Bosnian basketball player (born 1998)

Nikola Marić (born December 19, 1998) is a Bosnian professional basketball player who plays for Bàsquet Girona of the Spanish Liga ACB. Standing at 6 ft 9 in (2.06 m), Marić plays as a power forward.

==Early life and youth career==
Born in Trebinje, Bosnia and Herzegovina, Marić started playing basketball in the youth ranks of his hometown's team, KK Leotar. He would later play for the youth teams of Joventut Badalona and Baloncesto Fuenlabrada in Spain, playing in the Liga EBA category with the latter.

In 2016, he signed for MoraBanc Andorra and made his professional debut in the Liga ACB, playing 7 games in the 2016–17 ACB season.

==College career==
Marić played college basketball for the Little Rock Trojans of the NCAA between 2018 and 2022. He played 87 games over four seasons, averaging 11.7 points per game and 5.1 rebounds per game. In the 2020–21 season he led the Sun Belt Conference in 2-point field goals, with 143 in total.

==Professional career==
After finishing his college career, Marić signed for KK Igokea of the Bosnian Liga BiH and the ABA League in August 2022. Playing for three seasons with Igokea, his best ABA League performance was on a 2023–24 season win over SC Derby in which he Marić scored 20 points and recorded 4 rebounds and 2 blocks. In his time with Igokea, Marić also played in the Basketball Champions League.

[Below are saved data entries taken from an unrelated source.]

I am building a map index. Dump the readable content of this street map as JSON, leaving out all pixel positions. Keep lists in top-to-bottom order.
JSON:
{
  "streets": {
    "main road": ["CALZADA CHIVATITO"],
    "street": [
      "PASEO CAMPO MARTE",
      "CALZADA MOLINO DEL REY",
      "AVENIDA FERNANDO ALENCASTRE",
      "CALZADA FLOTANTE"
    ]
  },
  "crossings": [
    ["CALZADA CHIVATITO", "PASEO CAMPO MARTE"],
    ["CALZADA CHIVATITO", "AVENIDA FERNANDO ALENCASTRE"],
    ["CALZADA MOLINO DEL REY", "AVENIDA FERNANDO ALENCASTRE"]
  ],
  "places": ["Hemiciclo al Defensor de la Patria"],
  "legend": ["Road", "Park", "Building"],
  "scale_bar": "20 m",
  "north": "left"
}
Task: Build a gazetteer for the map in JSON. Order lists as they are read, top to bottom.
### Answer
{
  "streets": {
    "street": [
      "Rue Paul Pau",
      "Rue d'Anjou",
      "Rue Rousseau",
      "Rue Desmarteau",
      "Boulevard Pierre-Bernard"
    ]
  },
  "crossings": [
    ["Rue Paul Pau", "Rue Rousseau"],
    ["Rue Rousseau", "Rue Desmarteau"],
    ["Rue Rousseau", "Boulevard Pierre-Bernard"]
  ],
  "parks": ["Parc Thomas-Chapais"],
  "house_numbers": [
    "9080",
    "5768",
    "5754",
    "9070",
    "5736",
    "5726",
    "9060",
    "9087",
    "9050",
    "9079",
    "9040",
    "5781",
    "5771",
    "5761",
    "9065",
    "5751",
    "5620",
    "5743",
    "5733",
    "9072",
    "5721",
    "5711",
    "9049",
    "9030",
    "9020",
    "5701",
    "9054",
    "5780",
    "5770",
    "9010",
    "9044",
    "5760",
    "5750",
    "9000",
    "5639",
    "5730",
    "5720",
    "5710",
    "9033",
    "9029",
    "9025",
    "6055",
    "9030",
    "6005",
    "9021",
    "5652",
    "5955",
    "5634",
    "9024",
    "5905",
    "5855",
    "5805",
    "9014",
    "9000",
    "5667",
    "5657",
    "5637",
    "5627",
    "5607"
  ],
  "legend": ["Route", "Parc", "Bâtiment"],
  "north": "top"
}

On June 30, 2025, he signed for Bàsquet Girona of the Liga ACB. After averaging 7.1 points and 3.2 rebounds per game in 20 games with the Catalans, Marić signed a contract extension for one more season with Girona on February 27, 2026.

==National team career==
Marić has represented the Bosnia and Herzegovina national team's youth categories, taking part in the 2016 FIBA U18 European Championship with the Bosnia and Herzegovina U18 national team. He has also represented the senior Bosnia and Herzegovina national team, taking part in 2027 FIBA Basketball World Cup qualification games.